-- Exercise details --
Take every line containing "Софийская" out of the records.

Stored data entries
*** Begin section ***

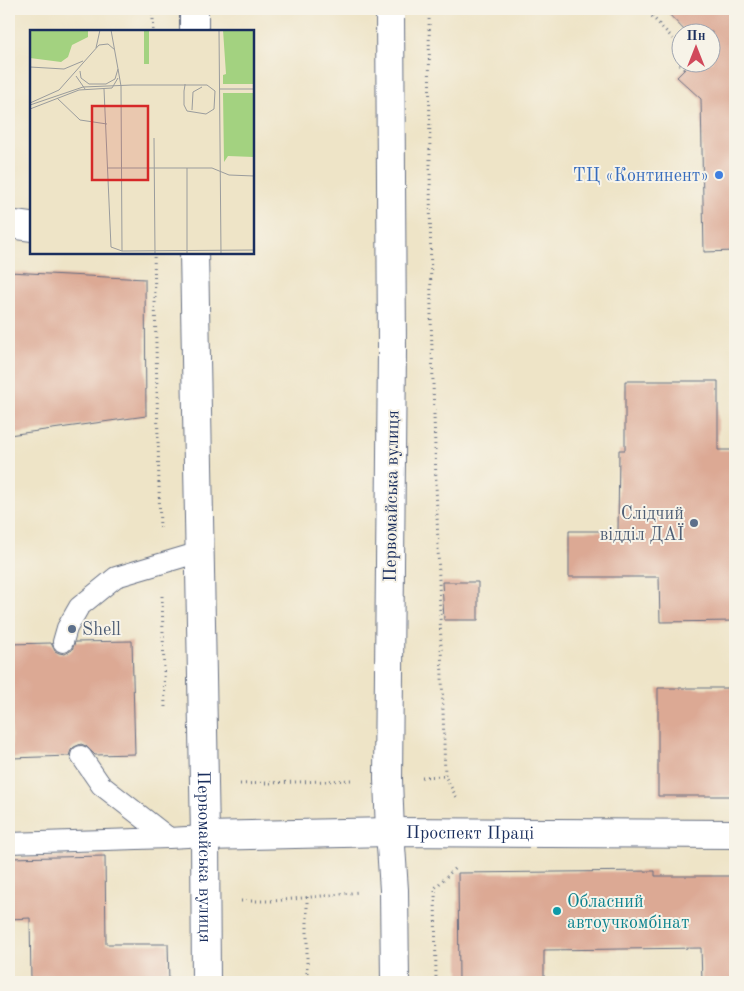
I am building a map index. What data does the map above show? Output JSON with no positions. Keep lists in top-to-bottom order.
{
  "streets": {
    "main road": ["Первомайська вулиця", "Проспект Праці"]
  },
  "crossings": [
    ["Первомайська вулиця", "Проспект Праці"]
  ],
  "places": [
    "ТЦ «Континент»",
    "Слідчий відділ ДАЇ",
    "Shell",
    "Обласний автоучкомбінат"
  ],
  "north": "top"
}
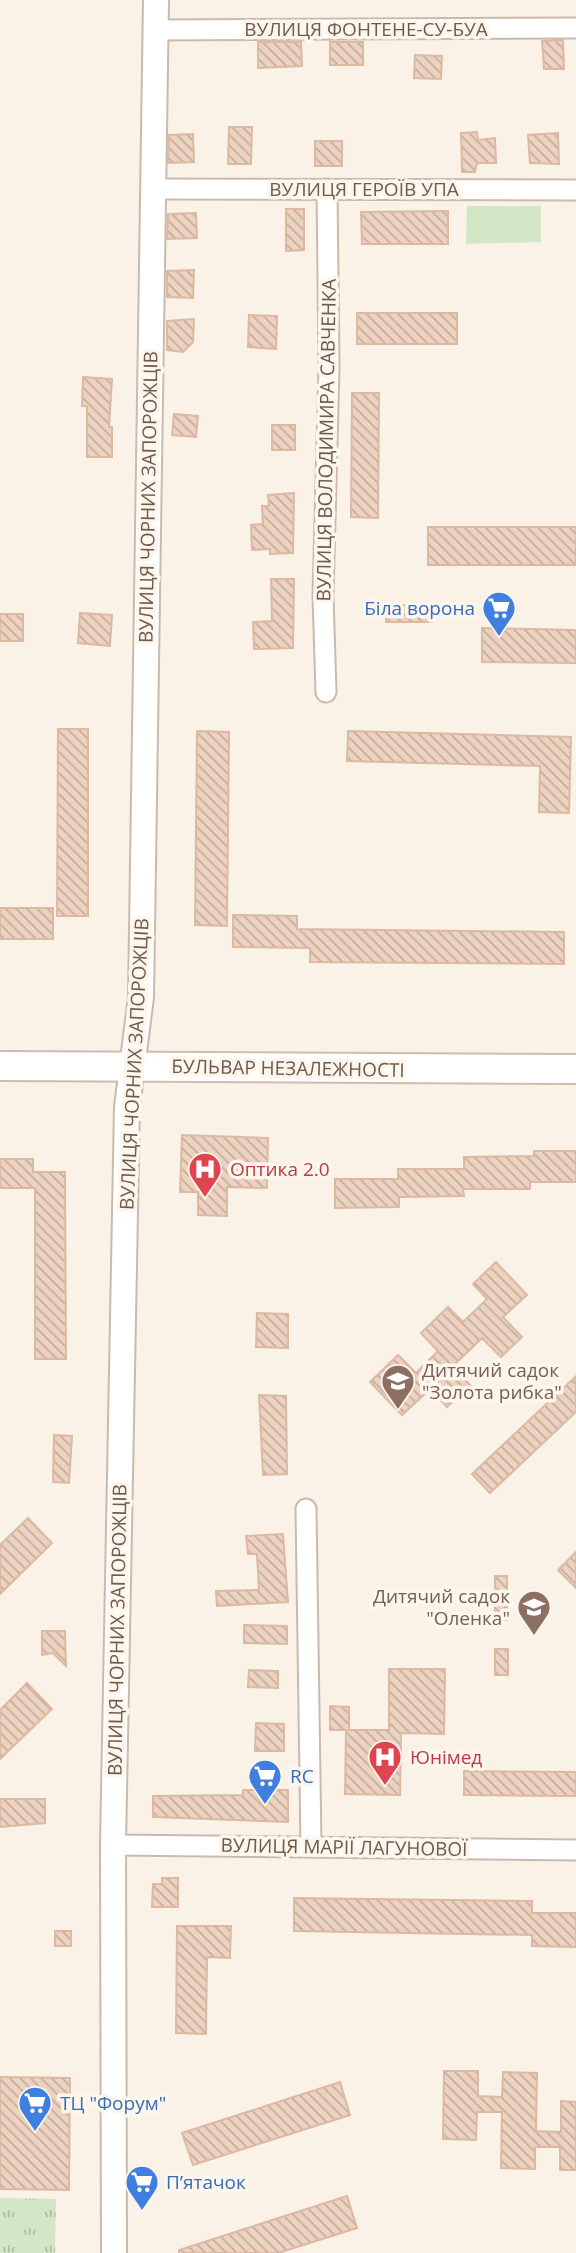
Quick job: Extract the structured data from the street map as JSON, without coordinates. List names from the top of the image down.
{
  "streets": {
    "main road": ["БУЛЬВАР НЕЗАЛЕЖНОСТІ"],
    "street": [
      "ВУЛИЦЯ ФОНТЕНЕ-СУ-БУА",
      "ВУЛИЦЯ ГЕРОЇВ УПА",
      "ВУЛИЦЯ ВОЛОДИМИРА САВЧЕНКА",
      "ВУЛИЦЯ ЧОРНИХ ЗАПОРОЖЦІВ",
      "ВУЛИЦЯ МАРІЇ ЛАГУНОВОЇ"
    ]
  },
  "crossings": [
    ["ВУЛИЦЯ ФОНТЕНЕ-СУ-БУА", "ВУЛИЦЯ ЧОРНИХ ЗАПОРОЖЦІВ"],
    ["ВУЛИЦЯ ГЕРОЇВ УПА", "ВУЛИЦЯ ВОЛОДИМИРА САВЧЕНКА"],
    ["ВУЛИЦЯ ГЕРОЇВ УПА", "ВУЛИЦЯ ЧОРНИХ ЗАПОРОЖЦІВ"],
    ["ВУЛИЦЯ ЧОРНИХ ЗАПОРОЖЦІВ", "БУЛЬВАР НЕЗАЛЕЖНОСТІ"],
    ["ВУЛИЦЯ ЧОРНИХ ЗАПОРОЖЦІВ", "ВУЛИЦЯ МАРІЇ ЛАГУНОВОЇ"]
  ],
  "places": {
    "supermarket": [
      "Біла ворона",
      "RC",
      "ТЦ \"Форум\"",
      "П’ятачок"
    ],
    "hospital": ["Оптика 2.0", "Юнімед"],
    "school or university": ["Дитячий садок \"Золота рибка\"", "Дитячий садок \"Оленка\""]
  }
}
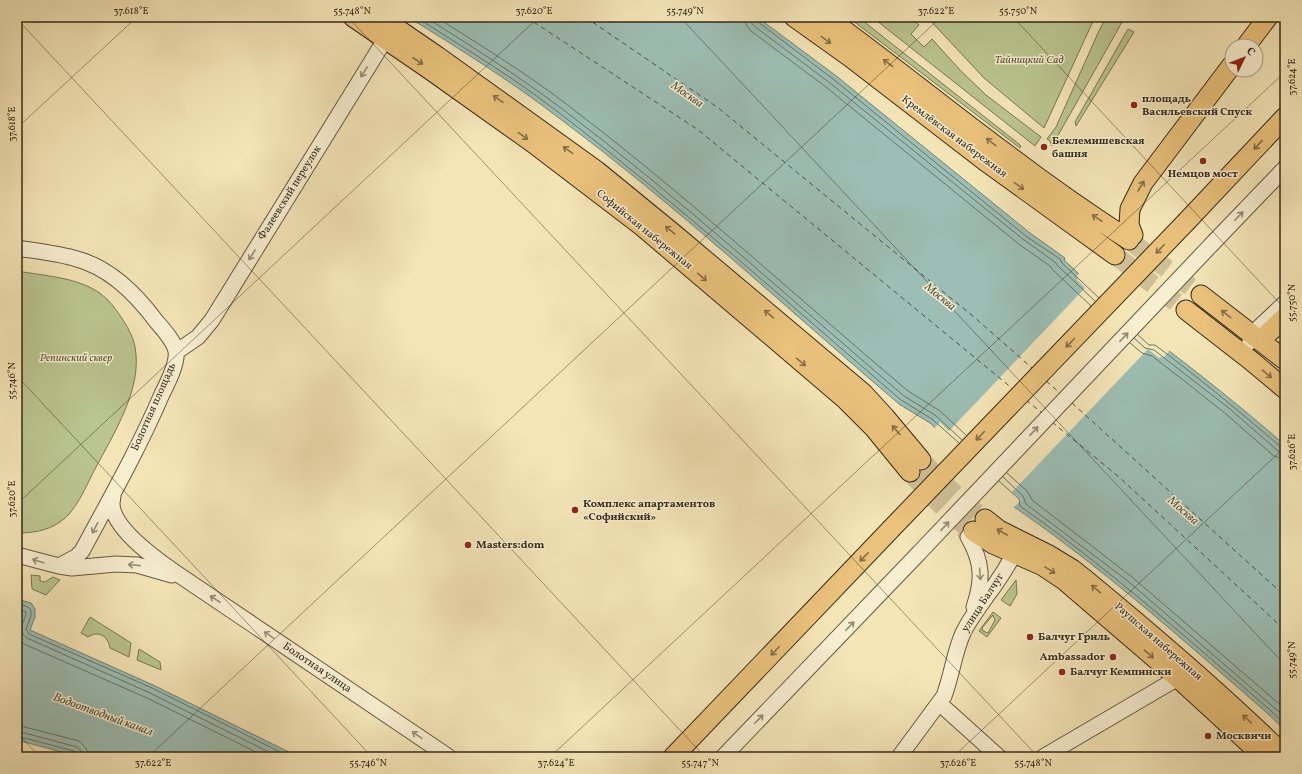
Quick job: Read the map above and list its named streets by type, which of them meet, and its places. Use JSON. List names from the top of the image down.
{
  "streets": {
    "main road": ["Кремлёвская набережная", "Софийская набережная", "Раушская набережная"],
    "street": [
      "Фалеевский переулок",
      "Болотная площадь",
      "улица Балчуг",
      "Болотная улица"
    ]
  },
  "crossings": [
    ["Фалеевский переулок", "Софийская набережная"],
    ["Фалеевский переулок", "Болотная площадь"],
    ["Болотная площадь", "Болотная улица"],
    ["улица Балчуг", "Раушская набережная"]
  ],
  "one_way": ["Кремлёвская набережная", "Фалеевский переулок", "Болотная улица"],
  "water": ["Москва", "Водоотводный канал"],
  "parks": ["Тайницкий Сад", "Репинский сквер"],
  "places": [
    "площадь Васильевский Спуск",
    "Беклемишевская башня",
    "Немцов мост",
    "Комплекс апартаментов «Софийский»",
    "Masters:dom",
    "Балчуг Гриль",
    "Ambassador",
    "Балчуг Кемпински",
    "Москвичи"
  ],
  "north": "top right",
  "coordinates": [
    "37.618°E",
    "55.748°N",
    "37.620°E",
    "55.749°N",
    "37.622°E",
    "55.750°N",
    "37.624°E",
    "55.746°N",
    "37.626°E",
    "55.747°N"
  ]
}
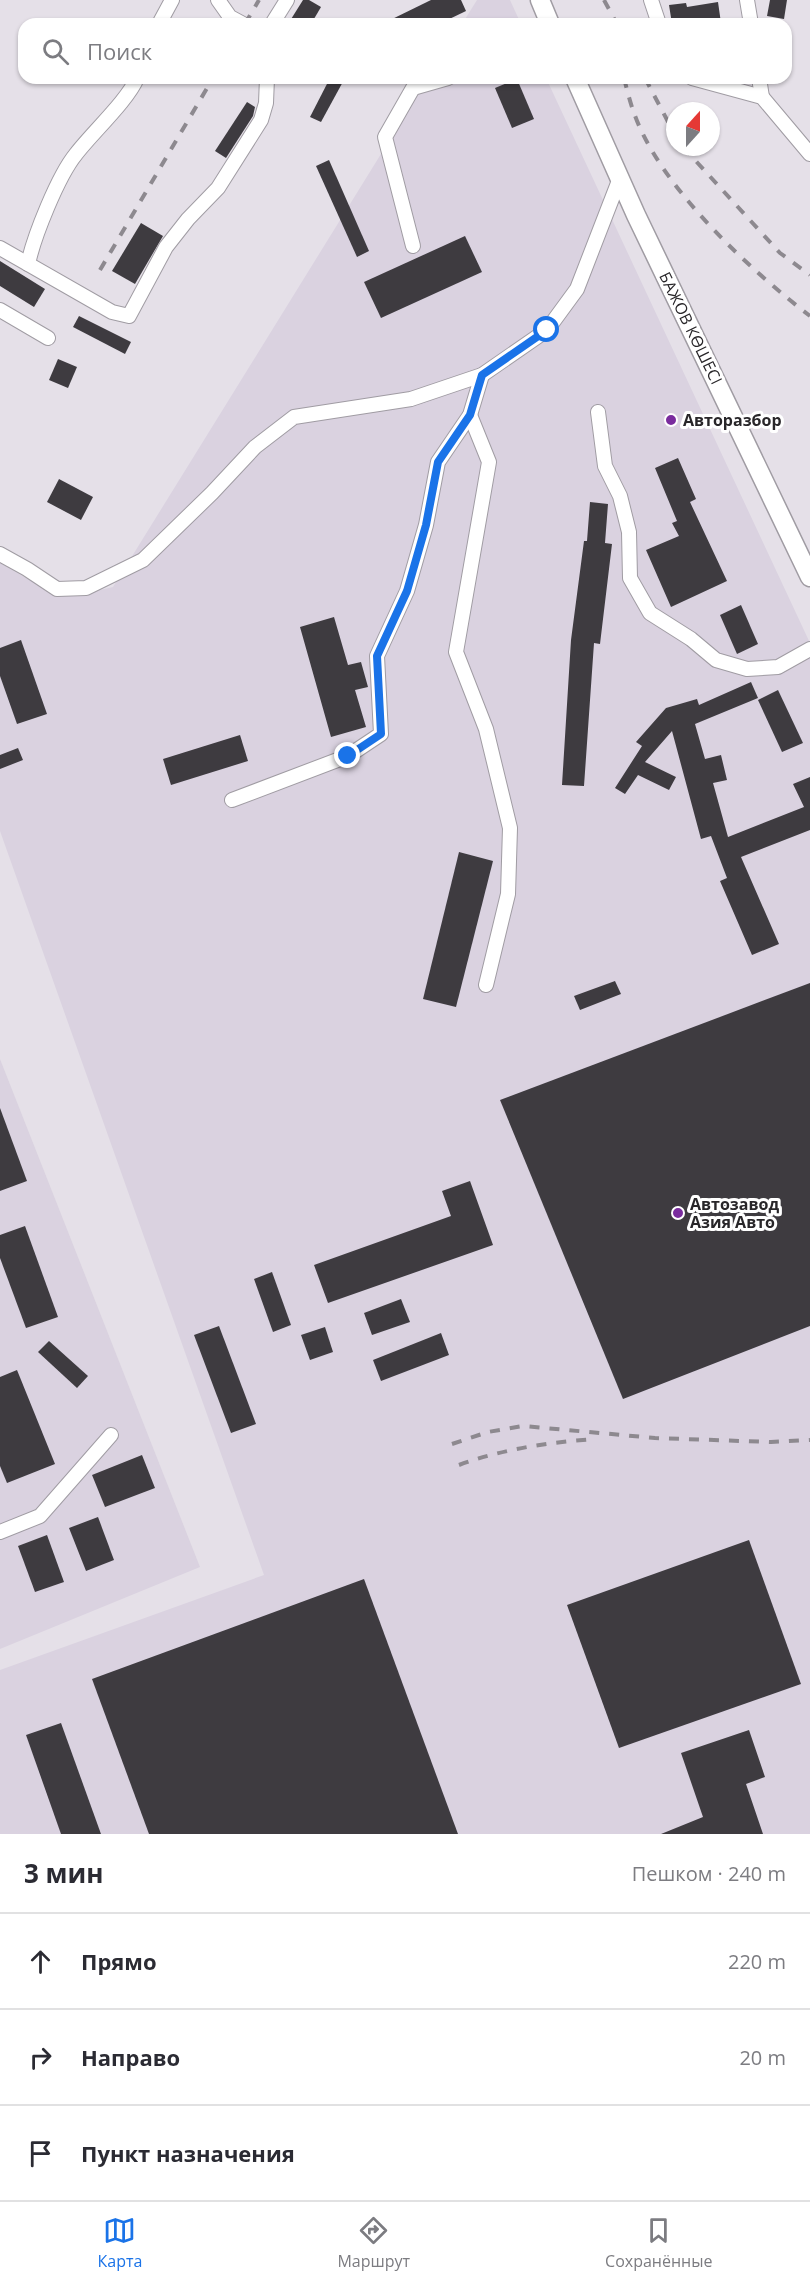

*** End section ***

-- Reply --
    "main road": ["Кремлёвская набережная", "Софийская набережная", "Раушская набережная"],
    ["Фалеевский переулок", "Софийская набережная"],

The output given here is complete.